WORK INSTRUCTION: Leaving the images behind, copy every line of the records exactly.
*** DATA TO PROCESS ***
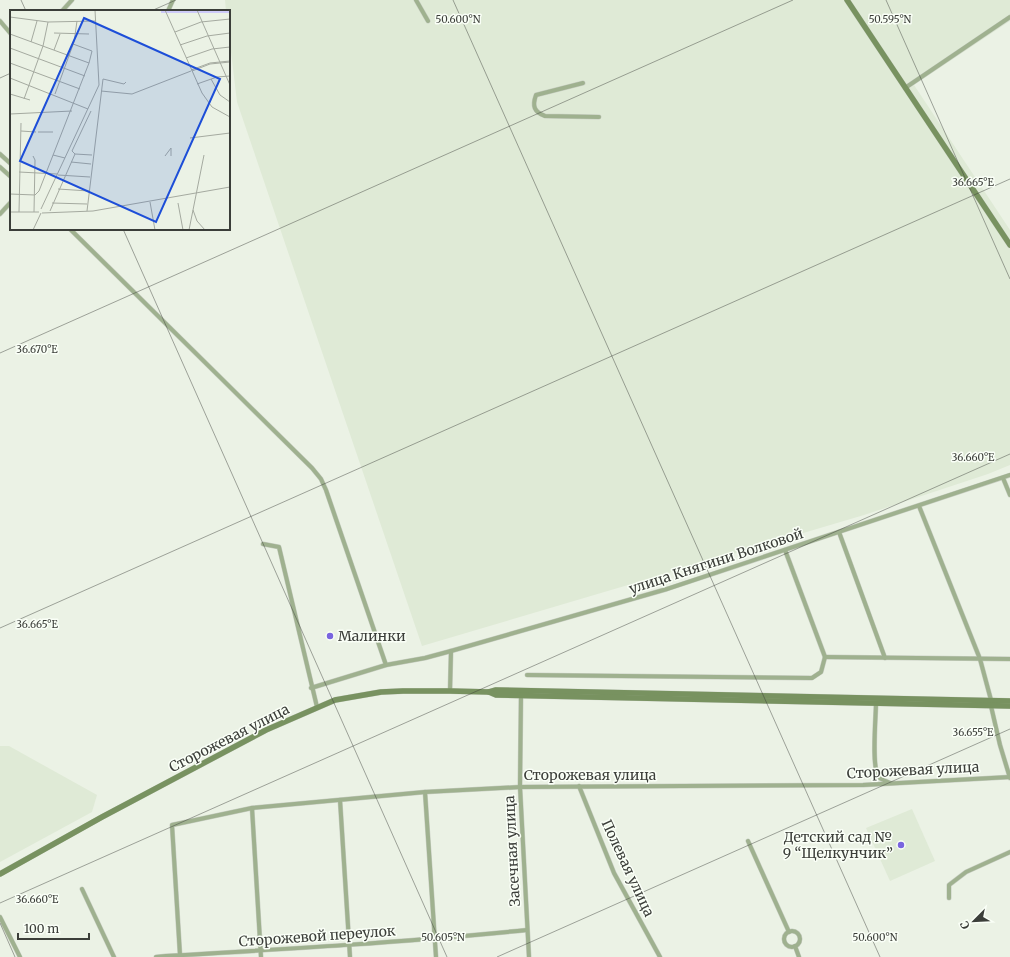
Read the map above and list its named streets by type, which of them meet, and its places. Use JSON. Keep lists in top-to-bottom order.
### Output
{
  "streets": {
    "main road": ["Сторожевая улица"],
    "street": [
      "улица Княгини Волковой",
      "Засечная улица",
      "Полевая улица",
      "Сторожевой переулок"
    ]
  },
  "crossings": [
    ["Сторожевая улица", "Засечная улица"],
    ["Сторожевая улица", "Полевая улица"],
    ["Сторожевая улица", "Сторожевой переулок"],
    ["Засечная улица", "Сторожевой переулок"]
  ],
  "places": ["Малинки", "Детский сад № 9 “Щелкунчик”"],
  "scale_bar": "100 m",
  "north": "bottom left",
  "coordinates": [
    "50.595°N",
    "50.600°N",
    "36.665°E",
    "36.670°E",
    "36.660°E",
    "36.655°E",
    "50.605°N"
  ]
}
*** End of DATA TO PROCESS ***
YOUR RESPONSE:
Read the map above and list its named streets by type, which of them meet, and its places. Use JSON. Keep lists in top-to-bottom order.
### Output
{
  "streets": {
    "main road": ["Сторожевая улица"],
    "street": [
      "улица Княгини Волковой",
      "Засечная улица",
      "Полевая улица",
      "Сторожевой переулок"
    ]
  },
  "crossings": [
    ["Сторожевая улица", "Засечная улица"],
    ["Сторожевая улица", "Полевая улица"],
    ["Сторожевая улица", "Сторожевой переулок"],
    ["Засечная улица", "Сторожевой переулок"]
  ],
  "places": ["Малинки", "Детский сад № 9 “Щелкунчик”"],
  "scale_bar": "100 m",
  "north": "bottom left",
  "coordinates": [
    "50.595°N",
    "50.600°N",
    "36.665°E",
    "36.670°E",
    "36.660°E",
    "36.655°E",
    "50.605°N"
  ]
}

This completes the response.